After that, you just need a KMS activator. Massgrave’s is typically the recommended one.Ngl that looks sketchy as fuck. Definitely gonna check the hash on that one if I can.
You can also get the iso direct from Massgrave’s site, along with the KMS activator. Your choice, but I do expect the people behind the Internet Archive to have checked for malware in some capacity. They do have a legitimate research and archivist reputation to uphold.
Looking through things available in the Internet Archive, I don’t think there’s a lot of active moderation, to be honest.
I’m pretty sure the final version of Windows 10 LTSC 2021 had its window of support shortened to five years to align with the end of support. Only windows 10 LTSC 2019 has 10 years of support. If you’re using LTSC 2019 for gaming please be aware you will be missing any features released for windows 10 that were released after version 1809. This will harm game performance for a lot of newer titles and hardware.
I’m on IoT Enterprise LTSC 2021. As far as I’m aware it’s up to date, and if not I don’t really use my PC for modern games anyway. Still good to know though.
At the moment I’m 50/50 between switching over to Linux full-time, or full booting Windows 10 LTSC.
But having had to use it for work, I am adamant in saying that Windows 11 will never touch my home system drive.
Linux
One of us, one of us, one of us.
I finally upgraded to 11 last week by accident. Apparently one misclick means straight to next version with no cancel. So after the upgrade first thing I did was get o&o shutup10 to kill the spywares.
P.s. I know I can revert. But that’s also effort.
Revert then.
This is exactly what Microsoft are counting on, that people will simply go “oh well” and just carry on with Windows 11, because any effort needed to move away is too much effort.
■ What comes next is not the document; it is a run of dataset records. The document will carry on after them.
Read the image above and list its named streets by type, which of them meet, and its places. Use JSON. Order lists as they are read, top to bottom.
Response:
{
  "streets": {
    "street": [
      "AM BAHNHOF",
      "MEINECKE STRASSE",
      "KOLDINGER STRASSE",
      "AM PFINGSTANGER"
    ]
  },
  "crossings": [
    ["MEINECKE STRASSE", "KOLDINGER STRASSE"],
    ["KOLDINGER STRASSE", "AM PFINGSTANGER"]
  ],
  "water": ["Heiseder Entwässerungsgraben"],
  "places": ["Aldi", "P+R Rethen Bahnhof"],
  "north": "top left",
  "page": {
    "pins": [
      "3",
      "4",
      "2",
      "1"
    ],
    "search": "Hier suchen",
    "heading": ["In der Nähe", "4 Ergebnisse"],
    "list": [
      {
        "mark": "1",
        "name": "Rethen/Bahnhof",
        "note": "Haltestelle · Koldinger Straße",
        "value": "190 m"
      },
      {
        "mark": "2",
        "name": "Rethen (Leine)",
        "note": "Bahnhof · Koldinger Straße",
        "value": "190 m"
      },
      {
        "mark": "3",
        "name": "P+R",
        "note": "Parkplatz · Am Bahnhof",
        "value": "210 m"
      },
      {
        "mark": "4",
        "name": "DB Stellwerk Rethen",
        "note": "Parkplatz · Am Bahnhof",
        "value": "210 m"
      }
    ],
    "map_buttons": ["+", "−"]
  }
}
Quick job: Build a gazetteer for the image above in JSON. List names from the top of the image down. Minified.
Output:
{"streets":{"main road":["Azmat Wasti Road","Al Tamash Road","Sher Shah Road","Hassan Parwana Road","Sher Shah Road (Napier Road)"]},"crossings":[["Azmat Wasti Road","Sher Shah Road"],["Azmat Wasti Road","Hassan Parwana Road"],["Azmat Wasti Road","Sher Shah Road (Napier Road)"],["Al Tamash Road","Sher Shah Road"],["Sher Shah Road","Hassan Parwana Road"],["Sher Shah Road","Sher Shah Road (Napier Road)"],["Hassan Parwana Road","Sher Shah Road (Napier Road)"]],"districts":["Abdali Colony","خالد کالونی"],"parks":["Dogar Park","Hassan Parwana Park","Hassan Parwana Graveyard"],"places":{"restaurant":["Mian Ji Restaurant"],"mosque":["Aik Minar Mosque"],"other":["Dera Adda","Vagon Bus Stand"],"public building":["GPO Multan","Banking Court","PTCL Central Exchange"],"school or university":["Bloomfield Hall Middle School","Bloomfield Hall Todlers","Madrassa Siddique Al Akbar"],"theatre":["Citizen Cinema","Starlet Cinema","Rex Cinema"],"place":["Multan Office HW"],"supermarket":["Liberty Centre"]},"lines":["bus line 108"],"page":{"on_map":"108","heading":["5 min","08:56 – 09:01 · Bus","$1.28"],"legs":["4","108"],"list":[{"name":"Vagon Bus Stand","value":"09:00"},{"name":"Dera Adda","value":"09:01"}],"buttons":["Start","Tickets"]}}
Prove them wrong. Stand up for yourself.
Y’all are crazy. This is a holy crusade lol
TIL having self-respect is “crazy” and a “holy crusade.”
What a fucking simp you are. Sad.
Lemmy be toxic yo
You say as dozens of foaming mouth lemmings pile on thinking themselves somehow as good for being this ingrained in their group think.
In other words, yeah, totally agree.
Why don’t you go smoke some weed you angry little man
Hadn’t heard of shutup10, I’ll be digging into this tonight
Have you succeeded in making things less crappy? I’ve been debating the upgrade for a while and I’m basically hoping this is possible by the time I do it. I already use shutup10 on win10, but I wasn’t if win11 kneecaps it somehow or not.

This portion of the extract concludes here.